Michael: My journey started in the mid-nineties with a personal development seminar called the Turning Point.  It was somatically based and centred on the work of Alexander Lowen.  I was fascinated by the idea that our bodies hold our history and our story.

My fascination led me to a diploma of Somatic Psychotherapy.  The diploma merged the somatic components with psychodynamic theories.  At first I studied the diploma for my own growth, but it soon became a passion – a passion that i wanted to share with the world as a somatic psychotherapist.

Upasana: What was it that helped you to know that this would be your chosen modality of work?

Michael: From a young age I would close myself in my room, put on an LP (record) and dance. Movement and moving my body have always been really important to me and have assisted me to feel good about being myself.  So the step from self-nurturing through movement to working in a modality in which the body is integral to the therapy was not a big one. Somatics is all about movement, breath and sound – not necessarily big movement (like dance), but also subtle ones, like a shiver, the pulsation of a heart, or the blink of an eye.

Upasana:  Who have your teachers and influences been?

Michael: Somatic Psychotherapy has a long lineage that goes all the way back to Freud and Reich (shhh don’t tell anyone!).  Contemporary Somatic Psychotherapy takes the best of the theorists and their theories and merges them in to a modern model that is relevant today.

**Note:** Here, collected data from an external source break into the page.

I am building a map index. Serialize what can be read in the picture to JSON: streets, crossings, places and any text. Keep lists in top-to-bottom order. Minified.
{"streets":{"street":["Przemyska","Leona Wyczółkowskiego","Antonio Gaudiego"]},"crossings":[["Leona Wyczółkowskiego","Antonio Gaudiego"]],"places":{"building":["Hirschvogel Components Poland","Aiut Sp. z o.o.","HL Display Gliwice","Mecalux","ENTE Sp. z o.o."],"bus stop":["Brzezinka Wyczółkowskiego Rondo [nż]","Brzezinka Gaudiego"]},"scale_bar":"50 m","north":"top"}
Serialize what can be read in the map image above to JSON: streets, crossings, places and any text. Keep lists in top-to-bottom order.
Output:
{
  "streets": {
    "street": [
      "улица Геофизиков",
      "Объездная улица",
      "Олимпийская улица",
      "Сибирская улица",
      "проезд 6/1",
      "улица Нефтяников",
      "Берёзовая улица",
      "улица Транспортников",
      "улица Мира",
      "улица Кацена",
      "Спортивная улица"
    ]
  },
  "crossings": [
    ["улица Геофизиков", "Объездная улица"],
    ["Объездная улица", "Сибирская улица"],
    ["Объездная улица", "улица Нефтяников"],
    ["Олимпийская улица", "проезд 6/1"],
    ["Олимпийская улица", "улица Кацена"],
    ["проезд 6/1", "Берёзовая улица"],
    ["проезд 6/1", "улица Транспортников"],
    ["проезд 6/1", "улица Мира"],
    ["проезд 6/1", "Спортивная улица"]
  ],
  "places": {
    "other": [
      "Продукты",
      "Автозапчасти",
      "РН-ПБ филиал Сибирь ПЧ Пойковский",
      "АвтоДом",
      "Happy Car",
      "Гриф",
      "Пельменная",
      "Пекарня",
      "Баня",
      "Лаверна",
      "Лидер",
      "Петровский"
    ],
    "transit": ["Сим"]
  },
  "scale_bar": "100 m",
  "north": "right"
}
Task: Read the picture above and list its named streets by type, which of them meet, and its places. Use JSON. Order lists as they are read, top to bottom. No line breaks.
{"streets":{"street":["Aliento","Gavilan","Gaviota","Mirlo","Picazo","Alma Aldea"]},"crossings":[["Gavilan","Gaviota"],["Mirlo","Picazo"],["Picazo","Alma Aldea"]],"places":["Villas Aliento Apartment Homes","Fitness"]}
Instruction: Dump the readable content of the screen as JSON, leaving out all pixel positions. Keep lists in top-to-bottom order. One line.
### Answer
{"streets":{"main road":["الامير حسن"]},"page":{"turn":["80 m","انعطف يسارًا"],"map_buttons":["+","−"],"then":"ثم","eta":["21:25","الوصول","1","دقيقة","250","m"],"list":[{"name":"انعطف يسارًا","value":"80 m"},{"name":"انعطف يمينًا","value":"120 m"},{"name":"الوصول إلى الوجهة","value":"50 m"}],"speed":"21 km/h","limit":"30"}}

Some of the recent teachers who have made the most impact on my life are Dr Tony Richardson and Julie Henderson – highly experienced somaticists.  There are a number of Tibetan Buddhist teachers who have also impacted in a big way on my life, in general and in my work.

Upasana: Could you tell us about Somatic Psychotherapy?

Michael: Psychotherapy provides a safe, non-judgmental space and relationship in which to explore difficulties in areas such as work, relationships, parenting, achieving one’s goals, addictions or repetitive painful states such as depression, anxiety, confusion, negative feelings or low self esteem.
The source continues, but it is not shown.